Boom per Spaghetti Festival: oltre 6.000 persone a Testaccio, ora si guarda alla prossima edizione (blitzquotidiano.it)
Più di 6.000 persone hanno attraversato gli spazi della Città dell’Altra Economia per la seconda edizione di Spaghetti Festival, trasformando per tre giorni Testaccio in una vera e propria città nella città.
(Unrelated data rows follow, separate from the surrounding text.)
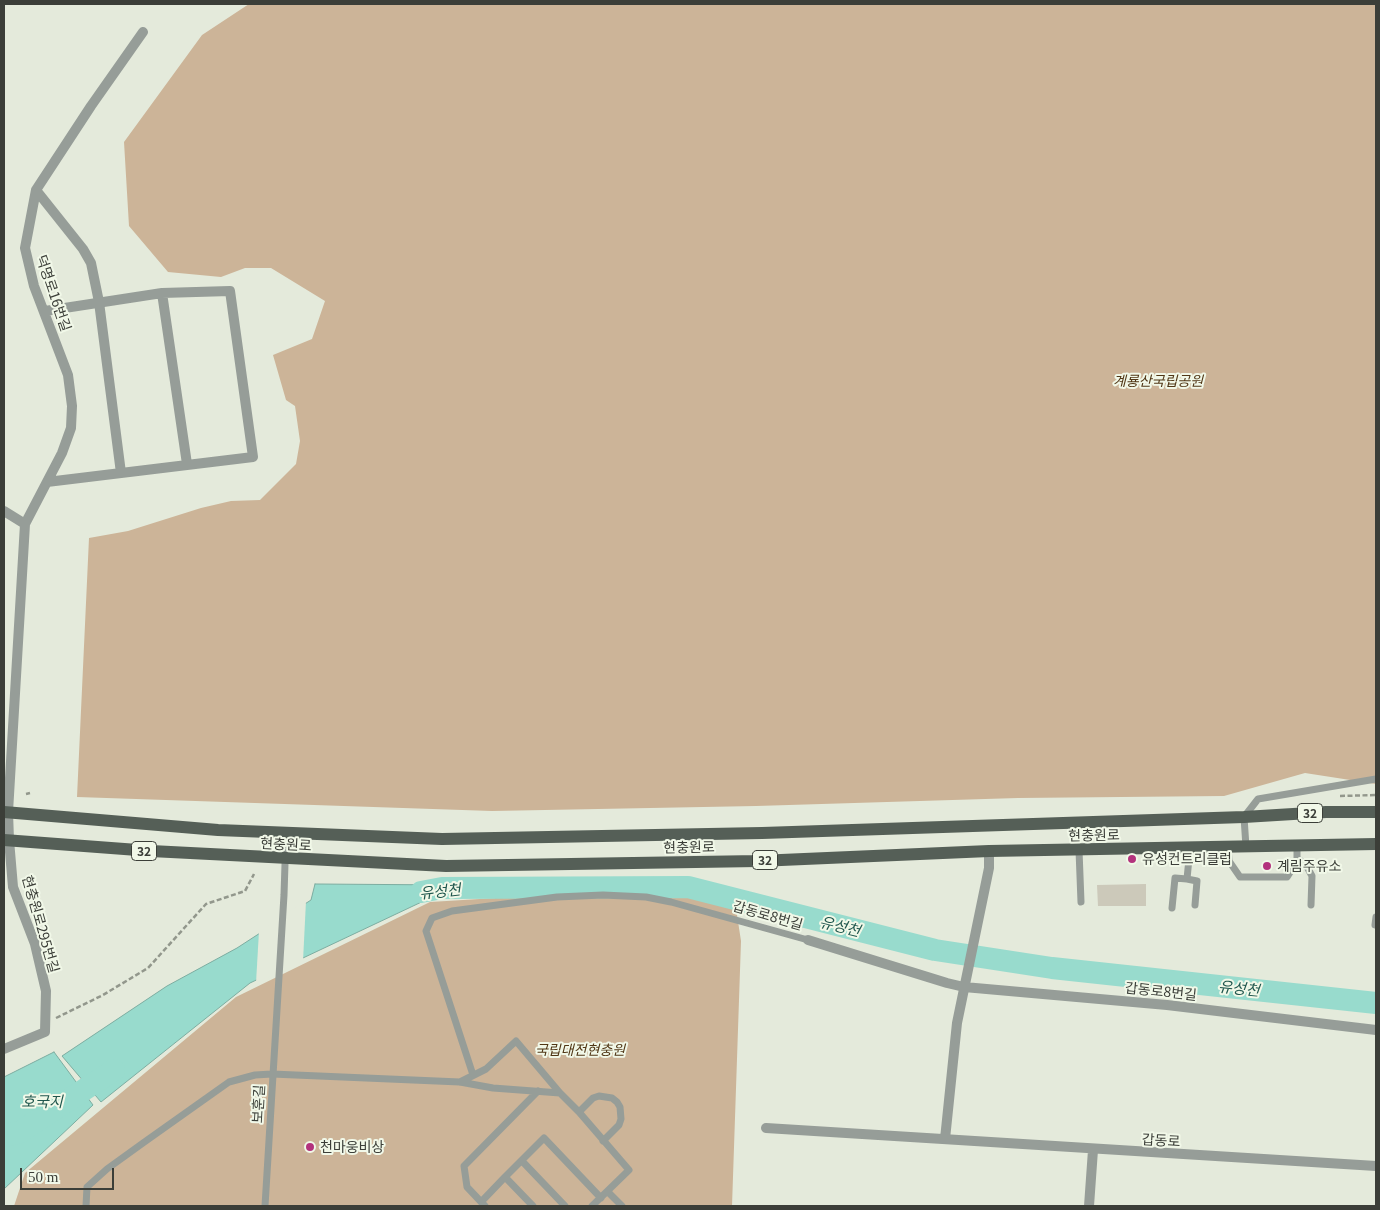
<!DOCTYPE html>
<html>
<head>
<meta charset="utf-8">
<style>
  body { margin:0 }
  #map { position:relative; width:1380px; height:1210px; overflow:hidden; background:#e4eadb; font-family:Georgia,serif }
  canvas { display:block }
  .frame { position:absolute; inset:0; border:5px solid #3b3e38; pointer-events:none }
  .scale { position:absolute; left:20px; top:1168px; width:94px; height:22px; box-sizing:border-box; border:2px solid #3b3e38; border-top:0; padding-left:6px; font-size:15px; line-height:18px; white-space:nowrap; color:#3b3e38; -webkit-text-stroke:4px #f1f8e8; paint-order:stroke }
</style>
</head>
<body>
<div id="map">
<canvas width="1380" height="1210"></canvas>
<div class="frame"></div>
<div class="scale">50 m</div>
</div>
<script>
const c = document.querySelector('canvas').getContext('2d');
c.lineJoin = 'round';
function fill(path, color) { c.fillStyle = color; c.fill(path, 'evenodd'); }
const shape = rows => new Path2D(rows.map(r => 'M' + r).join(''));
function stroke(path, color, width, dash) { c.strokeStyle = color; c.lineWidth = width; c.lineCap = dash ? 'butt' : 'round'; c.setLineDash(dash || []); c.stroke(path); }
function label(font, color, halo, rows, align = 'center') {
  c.font = font + ' Georgia,"Noto Sans KR",serif'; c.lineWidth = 4; c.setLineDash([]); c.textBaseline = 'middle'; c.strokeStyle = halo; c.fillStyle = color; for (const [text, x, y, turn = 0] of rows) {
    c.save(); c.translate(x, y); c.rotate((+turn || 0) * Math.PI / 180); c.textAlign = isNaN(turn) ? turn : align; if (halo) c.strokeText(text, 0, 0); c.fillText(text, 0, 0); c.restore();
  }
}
fill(shape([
  [249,4,1376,4,1376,784,1305,773,1224,796,1018,798,756,806,492,811,77,797,89,538,128,531,201,508,231,501,260,500,296,464,300,441,295,406,286,400,273,355,312,339,325,301,271,268,245,268,221,277,168,272,129,226,124,142,202,35],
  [628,890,735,902,741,941,732,1206,14,1206,25,1173,236,997,430,902]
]), '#ccb498');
const water = shape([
  [315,884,452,885,451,895,430,898,250,983,101,1102,62,1056,167,986,237,948,311,900,315,884],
  [54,1052,93,1105,4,1189,4,1077,54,1052]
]);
fill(water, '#98dbcd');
stroke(water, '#7caca0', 1);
fill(shape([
  [306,901,303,961,256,983,259,931]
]), '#e4eadb');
stroke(shape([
  [421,892,442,888,688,887,935,950,1052,968,1376,1003],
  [4,1136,20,1132,114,1070]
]), '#98dbcd', 22);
fill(shape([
  [1146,884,1146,906,1098,906,1097,885]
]), '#ccc9ba');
stroke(shape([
  [26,794,30,793],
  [1340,796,1376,795],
  [56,1018,103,995,148,968,206,904,245,891,254,874]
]), '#92978c', 2.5, [5, 2.5]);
stroke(shape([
  [1297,846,1297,859,1305,863,1312,876,1311,905],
  [1228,847,1229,861,1240,877,1287,877,1294,866,1297,859],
  [1246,847,1244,817,1258,799,1376,779],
  [1079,850,1081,902],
  [1187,879,1197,881,1195,905],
  [1172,908,1175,878,1187,879,1190,848],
  [1375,925,1376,917],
  [473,1075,426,931,432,918,452,911,557,897,603,895,646,897,671,902,808,940],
  [460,1082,486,1069,516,1041,560,1093],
  [579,1112,593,1098,599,1096,612,1098,617,1102,620,1107,621,1119,619,1125,603,1141],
  [522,1161,565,1206],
  [505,1177,544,1138,601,1198],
  [608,1192,622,1206],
  [481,1202,505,1177,533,1206],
  [86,1206,87,1187,107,1169,143,1143,229,1082,255,1075,272,1074,460,1082,493,1088,560,1093,579,1112,629,1170,592,1206],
  [265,1206,284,895,286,833],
  [485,1206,467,1187,464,1166,538,1091]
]), '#969d98', 7);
stroke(shape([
  [36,190,83,249,91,263,99,302,121,473],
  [162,293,187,464],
  [45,311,162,293,230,291,253,457,47,482],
  [4,511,25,524,8,812,9,840,13,887,35,944,46,991,45,1032,4,1049],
  [25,524,62,453,71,428,72,406,68,375,34,286,25,248,36,190,91,106,143,32],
  [808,940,947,983,964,987,1167,1005,1376,1030],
  [766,1128,1376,1166],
  [945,1139,957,1023,989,868,989,851],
  [1089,1206,1093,1150]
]), '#969d98', 10);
stroke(shape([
  [4,812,218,830,442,839,762,833,1244,817,1326,812,1376,812],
  [4,840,151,851,446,866,758,861,989,851,1376,844]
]), '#555f57', 12);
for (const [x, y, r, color] of [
  [1132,859,5,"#b3327d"],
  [1267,866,5,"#b3327d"],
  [310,1147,5,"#b3327d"]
]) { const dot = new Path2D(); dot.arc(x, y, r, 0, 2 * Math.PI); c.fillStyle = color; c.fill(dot); stroke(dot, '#f1f8e8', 2); }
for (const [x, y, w] of [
  [1310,813,25],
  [144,851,25],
  [765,860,25]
]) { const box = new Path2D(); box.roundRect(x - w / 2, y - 9.5, w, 19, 4); c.fillStyle = '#f1f8e8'; c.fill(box); stroke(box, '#3b3e38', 1); }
label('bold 12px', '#3b3e38', null, [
  ["32",1310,813],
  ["32",144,851],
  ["32",765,860]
]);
label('14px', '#3b3e38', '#f1f8e8', [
  ["덕명로16번길",54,293,71],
  ["현충원로",1094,835,-1],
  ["현충원로",286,844,3],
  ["현충원로",689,847,-1],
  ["갑동로8번길",768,915,16],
  ["현충원로295번길",41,924,74],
  ["갑동로8번길",1161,991,6],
  ["보훈길",258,1104,-87],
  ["갑동로",1161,1140,3]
]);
label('italic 14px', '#503615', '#f1f8e8', [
  ["계룡산국립공원",1158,381],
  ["국립대전현충원",580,1050]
]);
label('14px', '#3b3e38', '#f1f8e8', [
  ["유성컨트리클럽",1142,859],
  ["계림주유소",1277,866],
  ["천마웅비상",320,1147]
], 'left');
label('italic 15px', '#1f564d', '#f1f8e8', [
  ["유성천",440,891,-6],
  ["유성천",840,926,14],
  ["유성천",1239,988,6],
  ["호국지",42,1101]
]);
</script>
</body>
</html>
Un luogo dove musica, cultura, comicità, spettacolo e partecipazione hanno convissuto in un’esperienza collettiva capace di unire artisti affermati, nuove generazioni e pubblico in un unico grande racconto.
Con il claim “Il futuro è un’idea da ballare”, il festival ha confermato la propria identità: non soltanto una line up di concerti, ma un progetto culturale che mette in relazione linguaggi, persone e comunità e propone il meglio della nuova creatività italiana in un solo grande evento.
Sul palco si sono alternati Ketama126, Faccianuvola, Maria Antonietta e Colombre, Il Mago del Gelato, Angelica Bove, Asp126 e Ugo Borghetti, Nico Arezzo, Tära e molti altri protagonisti della scena contemporanea, mentre il Future Stage ha dato spazio agli artisti emergenti provenienti dal percorso di Spaghetti Unplugged, selezionati attraverso tutte le tappe del format realizzate nel 2026 tra Roma e Milano, confermando la vocazione di Spaghetti come luogo di scoperta e valorizzazione del nuovo talento. A vincere il Future Stage, grazie alla scelta del pubblico e della direzione artistica, sono stati gli Ejent, band toscana, che grazie al sostegno di SIAE si sono aggiudicati un contributo di 4.000 euro da investire nel proprio progetto artistico, rafforzando una visione condivisa che guarda concretamente al futuro della musica italiana.
Accanto ai concerti, il pubblico ha animato gli spazi dedicati ai talk, alla stand up comedy, ai dj set, al market, alle attività culturali e, come da tradizione, alla spaghettata di mezzanotte, simbolo di un festival che continua a mettere al centro il valore della condivisione.
Grande partecipazione anche per La Festa di Roma, la giornata speciale ad ingresso gratuito realizzata il 29 giugno insieme all’Assessorato alla Cultura di Roma Capitale in occasione dei Santi Pietro e Paolo. Concerti, podcast dal vivo, attività per bambini, mostre e momenti di incontro hanno aperto il festival all’intera cittadinanza, rafforzandone la dimensione pubblica e inclusiva.
«Vedere oltre seimila persone vivere il festival dall’inizio alla fine è la conferma che oggi c’è un grande bisogno di luoghi dove incontrarsi davvero e che c’è voglia di musica dal vivo, che per noi è la vera forma della musica», commenta Davide Dose, ideatore, fondatore e direttore artistico di Spaghetti Festival e Spaghetti Unplugged. «Spaghetti nasce dalla musica dal basso, ma cresce ogni anno grazie alle persone che lo abitano. Per tre giorni abbiamo costruito una piccola città fatta di concerti, idee, sorrisi, incontri e nuove scoperte. È questa la nostra idea di festival e di Città: uno spazio dove sentirsi parte della stessa comunità che dà spazio con coraggio alle nuove leve artistiche contemporanee».
Con una partecipazione in costante crescita, una line up capace di attraversare generazioni e linguaggi e un format sempre più riconoscibile, Spaghetti Festival conferma il proprio ruolo come uno degli appuntamenti più originali della scena culturale romana, guardando già alla prossima edizione con l’obiettivo di continuare a far incontrare musica, creatività e comunità.